▶ Listed entries
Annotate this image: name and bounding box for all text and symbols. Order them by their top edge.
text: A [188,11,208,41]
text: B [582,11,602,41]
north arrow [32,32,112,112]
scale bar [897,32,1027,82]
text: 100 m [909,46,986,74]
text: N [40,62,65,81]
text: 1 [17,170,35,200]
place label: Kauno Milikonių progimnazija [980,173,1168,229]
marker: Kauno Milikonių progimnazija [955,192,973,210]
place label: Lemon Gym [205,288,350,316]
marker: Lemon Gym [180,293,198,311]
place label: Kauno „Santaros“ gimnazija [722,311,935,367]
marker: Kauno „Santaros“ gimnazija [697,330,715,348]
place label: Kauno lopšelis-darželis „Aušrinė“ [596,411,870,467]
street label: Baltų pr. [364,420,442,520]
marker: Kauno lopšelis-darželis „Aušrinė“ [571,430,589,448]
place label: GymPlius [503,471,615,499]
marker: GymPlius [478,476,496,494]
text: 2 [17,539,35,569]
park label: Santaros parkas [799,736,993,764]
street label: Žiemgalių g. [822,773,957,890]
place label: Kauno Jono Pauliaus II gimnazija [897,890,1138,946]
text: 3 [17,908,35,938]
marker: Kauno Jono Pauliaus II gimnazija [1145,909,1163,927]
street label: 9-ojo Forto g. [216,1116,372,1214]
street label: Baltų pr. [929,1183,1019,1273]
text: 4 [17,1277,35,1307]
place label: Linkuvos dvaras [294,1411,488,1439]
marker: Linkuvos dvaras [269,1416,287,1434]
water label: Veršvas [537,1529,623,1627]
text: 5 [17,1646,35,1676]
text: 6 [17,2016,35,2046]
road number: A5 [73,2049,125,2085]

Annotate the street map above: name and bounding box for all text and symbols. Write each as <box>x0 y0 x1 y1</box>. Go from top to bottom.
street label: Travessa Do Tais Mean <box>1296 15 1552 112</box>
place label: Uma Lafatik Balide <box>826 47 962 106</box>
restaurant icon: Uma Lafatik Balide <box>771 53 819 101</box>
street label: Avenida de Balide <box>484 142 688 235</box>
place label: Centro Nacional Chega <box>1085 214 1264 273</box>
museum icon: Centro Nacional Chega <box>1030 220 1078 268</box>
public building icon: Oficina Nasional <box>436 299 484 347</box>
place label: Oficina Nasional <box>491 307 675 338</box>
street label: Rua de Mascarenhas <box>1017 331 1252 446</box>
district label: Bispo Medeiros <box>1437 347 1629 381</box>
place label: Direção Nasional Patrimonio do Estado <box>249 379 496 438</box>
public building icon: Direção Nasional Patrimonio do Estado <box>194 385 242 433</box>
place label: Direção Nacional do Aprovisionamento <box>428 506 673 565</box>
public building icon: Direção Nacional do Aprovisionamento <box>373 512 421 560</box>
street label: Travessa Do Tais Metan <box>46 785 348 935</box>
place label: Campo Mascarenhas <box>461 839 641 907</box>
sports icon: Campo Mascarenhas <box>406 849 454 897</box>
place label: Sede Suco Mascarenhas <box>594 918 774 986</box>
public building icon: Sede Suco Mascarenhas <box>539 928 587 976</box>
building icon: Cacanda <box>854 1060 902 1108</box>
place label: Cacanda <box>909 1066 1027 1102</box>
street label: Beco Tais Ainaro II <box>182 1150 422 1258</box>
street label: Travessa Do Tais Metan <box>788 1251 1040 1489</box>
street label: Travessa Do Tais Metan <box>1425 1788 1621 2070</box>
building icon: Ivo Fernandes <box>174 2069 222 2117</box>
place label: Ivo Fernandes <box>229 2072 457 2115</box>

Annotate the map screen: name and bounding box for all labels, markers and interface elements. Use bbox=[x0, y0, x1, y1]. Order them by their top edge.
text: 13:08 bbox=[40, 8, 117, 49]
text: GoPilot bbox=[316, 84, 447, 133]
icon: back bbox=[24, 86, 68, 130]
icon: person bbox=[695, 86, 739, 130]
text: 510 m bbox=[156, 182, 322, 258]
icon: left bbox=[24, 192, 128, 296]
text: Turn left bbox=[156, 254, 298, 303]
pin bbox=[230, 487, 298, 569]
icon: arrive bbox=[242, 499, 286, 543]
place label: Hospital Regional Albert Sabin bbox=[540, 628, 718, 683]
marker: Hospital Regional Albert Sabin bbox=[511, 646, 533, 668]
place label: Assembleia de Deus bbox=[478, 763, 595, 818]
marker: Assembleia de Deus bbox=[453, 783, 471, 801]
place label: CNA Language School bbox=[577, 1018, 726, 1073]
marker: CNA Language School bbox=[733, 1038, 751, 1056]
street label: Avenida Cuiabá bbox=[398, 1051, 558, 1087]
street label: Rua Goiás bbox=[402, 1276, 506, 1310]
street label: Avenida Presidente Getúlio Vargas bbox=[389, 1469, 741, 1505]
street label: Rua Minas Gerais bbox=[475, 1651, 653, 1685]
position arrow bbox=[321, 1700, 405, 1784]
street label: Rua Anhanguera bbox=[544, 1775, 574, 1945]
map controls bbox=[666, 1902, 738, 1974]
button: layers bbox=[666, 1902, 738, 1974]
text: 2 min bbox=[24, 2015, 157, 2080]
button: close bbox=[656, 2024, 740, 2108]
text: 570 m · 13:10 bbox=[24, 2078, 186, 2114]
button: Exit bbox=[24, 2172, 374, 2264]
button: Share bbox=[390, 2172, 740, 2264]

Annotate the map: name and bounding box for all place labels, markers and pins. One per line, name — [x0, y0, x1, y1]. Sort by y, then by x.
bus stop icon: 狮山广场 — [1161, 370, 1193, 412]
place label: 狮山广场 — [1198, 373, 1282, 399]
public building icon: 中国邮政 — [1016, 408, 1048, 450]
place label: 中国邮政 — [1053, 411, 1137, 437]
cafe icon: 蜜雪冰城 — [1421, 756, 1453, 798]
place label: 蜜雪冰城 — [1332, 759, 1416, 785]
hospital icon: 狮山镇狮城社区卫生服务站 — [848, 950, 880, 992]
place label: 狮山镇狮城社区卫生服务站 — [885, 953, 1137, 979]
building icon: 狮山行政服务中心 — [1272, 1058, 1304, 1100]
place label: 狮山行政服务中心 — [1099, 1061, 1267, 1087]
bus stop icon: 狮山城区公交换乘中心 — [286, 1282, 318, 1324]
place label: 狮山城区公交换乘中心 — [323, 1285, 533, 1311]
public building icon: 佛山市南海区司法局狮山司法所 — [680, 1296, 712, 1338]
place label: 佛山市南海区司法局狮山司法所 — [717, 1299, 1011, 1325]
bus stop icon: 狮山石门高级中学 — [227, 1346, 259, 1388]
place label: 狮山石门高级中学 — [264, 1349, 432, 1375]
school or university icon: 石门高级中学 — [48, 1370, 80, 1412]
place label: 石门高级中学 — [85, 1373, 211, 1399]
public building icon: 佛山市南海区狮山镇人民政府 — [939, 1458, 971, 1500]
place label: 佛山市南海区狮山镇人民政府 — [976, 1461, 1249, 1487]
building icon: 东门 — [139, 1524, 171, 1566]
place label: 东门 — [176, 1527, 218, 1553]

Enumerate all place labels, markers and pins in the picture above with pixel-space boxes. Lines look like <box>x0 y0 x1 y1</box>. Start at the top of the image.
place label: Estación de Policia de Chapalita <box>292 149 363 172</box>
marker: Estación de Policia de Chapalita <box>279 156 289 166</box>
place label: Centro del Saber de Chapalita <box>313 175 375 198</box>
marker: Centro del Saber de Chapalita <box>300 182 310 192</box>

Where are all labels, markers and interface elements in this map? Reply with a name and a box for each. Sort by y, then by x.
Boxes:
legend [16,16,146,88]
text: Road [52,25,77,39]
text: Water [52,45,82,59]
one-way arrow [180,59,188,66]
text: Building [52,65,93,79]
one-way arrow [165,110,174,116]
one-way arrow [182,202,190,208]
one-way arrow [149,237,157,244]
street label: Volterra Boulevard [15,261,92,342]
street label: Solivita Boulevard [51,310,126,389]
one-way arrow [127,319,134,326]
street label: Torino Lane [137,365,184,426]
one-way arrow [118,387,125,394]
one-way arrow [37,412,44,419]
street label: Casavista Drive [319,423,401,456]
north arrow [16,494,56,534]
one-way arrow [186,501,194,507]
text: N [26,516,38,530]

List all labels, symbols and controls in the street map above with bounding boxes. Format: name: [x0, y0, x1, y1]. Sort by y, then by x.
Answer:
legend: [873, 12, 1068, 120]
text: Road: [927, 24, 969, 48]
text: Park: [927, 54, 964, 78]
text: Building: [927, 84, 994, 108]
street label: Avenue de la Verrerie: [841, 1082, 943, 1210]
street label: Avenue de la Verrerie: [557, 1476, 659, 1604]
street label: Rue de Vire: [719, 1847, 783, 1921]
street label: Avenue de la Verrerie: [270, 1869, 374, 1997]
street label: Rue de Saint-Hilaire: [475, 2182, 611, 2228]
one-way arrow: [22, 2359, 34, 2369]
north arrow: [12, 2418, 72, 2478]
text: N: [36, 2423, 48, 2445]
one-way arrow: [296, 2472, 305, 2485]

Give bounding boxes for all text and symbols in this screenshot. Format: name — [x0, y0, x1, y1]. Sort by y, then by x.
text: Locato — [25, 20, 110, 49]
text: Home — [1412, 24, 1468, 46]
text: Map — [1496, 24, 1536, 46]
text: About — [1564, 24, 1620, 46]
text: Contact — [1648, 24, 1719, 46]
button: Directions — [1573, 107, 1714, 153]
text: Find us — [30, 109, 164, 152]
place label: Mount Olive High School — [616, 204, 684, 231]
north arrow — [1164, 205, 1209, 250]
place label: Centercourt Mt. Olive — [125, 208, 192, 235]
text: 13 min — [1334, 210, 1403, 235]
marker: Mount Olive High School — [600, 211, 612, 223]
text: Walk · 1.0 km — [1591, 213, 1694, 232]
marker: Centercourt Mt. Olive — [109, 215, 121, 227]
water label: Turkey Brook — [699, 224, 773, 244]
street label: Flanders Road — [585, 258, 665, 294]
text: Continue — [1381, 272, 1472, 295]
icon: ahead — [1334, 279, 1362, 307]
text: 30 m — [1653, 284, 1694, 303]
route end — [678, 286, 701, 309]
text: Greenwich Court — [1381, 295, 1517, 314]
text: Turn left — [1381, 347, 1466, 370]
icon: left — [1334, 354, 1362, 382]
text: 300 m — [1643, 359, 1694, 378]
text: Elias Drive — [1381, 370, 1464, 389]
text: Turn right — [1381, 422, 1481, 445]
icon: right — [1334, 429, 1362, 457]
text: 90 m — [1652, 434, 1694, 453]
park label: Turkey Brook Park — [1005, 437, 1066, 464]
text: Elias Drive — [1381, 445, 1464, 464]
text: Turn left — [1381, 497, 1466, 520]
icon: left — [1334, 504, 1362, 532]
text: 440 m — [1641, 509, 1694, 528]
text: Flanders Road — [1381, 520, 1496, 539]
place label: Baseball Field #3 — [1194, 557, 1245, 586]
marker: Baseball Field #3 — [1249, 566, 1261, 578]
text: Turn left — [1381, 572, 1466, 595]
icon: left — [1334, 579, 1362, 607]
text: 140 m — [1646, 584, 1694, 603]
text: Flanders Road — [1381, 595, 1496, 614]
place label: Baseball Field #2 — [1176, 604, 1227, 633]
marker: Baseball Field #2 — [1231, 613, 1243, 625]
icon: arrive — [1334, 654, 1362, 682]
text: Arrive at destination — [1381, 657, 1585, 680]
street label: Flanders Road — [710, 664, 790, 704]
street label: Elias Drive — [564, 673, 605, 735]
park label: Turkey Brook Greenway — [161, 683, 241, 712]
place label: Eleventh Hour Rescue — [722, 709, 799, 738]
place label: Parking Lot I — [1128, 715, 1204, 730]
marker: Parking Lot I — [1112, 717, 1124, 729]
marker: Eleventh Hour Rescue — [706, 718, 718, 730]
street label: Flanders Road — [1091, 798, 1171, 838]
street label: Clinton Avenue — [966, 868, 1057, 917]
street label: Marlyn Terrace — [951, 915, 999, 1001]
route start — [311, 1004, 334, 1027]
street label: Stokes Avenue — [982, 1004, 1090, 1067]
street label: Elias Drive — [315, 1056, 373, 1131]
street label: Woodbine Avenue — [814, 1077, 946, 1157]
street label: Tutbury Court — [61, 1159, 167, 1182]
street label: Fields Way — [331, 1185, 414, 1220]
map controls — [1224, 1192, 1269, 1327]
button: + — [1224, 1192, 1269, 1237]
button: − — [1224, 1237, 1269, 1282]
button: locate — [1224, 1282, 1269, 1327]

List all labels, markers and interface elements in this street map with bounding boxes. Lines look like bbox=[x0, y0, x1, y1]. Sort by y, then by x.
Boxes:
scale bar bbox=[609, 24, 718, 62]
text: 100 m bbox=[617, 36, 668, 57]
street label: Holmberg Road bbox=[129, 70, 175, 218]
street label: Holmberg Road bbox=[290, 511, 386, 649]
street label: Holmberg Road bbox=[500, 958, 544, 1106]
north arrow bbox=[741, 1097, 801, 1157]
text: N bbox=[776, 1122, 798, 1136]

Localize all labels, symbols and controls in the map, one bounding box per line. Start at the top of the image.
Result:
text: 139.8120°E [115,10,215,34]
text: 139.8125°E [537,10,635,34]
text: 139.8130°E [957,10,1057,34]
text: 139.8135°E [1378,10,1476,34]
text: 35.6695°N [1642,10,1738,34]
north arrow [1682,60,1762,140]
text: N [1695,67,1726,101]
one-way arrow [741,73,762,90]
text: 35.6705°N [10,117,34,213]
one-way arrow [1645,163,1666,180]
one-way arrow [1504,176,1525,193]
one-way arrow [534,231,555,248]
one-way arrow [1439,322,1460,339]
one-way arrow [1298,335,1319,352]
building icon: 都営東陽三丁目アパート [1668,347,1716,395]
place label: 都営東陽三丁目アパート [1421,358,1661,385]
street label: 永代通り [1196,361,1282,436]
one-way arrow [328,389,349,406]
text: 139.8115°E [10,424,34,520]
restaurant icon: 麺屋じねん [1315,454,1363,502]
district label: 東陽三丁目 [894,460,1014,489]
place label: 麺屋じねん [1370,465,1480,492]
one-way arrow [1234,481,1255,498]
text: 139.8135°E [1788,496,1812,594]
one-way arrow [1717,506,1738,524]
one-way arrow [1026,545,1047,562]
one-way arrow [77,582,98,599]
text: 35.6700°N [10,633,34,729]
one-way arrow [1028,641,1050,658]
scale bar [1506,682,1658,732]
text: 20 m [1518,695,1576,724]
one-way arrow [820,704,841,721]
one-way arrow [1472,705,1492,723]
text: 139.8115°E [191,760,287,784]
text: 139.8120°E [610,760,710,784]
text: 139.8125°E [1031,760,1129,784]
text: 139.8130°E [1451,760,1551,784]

▶ Description of the task
Go through the records above, find each line with the string "Mascarenhas", and copy it.

▶ Result of the task
street label: Rua de Mascarenhas <box>1017 331 1252 446</box>
place label: Campo Mascarenhas <box>461 839 641 907</box>
sports icon: Campo Mascarenhas <box>406 849 454 897</box>
place label: Sede Suco Mascarenhas <box>594 918 774 986</box>
public building icon: Sede Suco Mascarenhas <box>539 928 587 976</box>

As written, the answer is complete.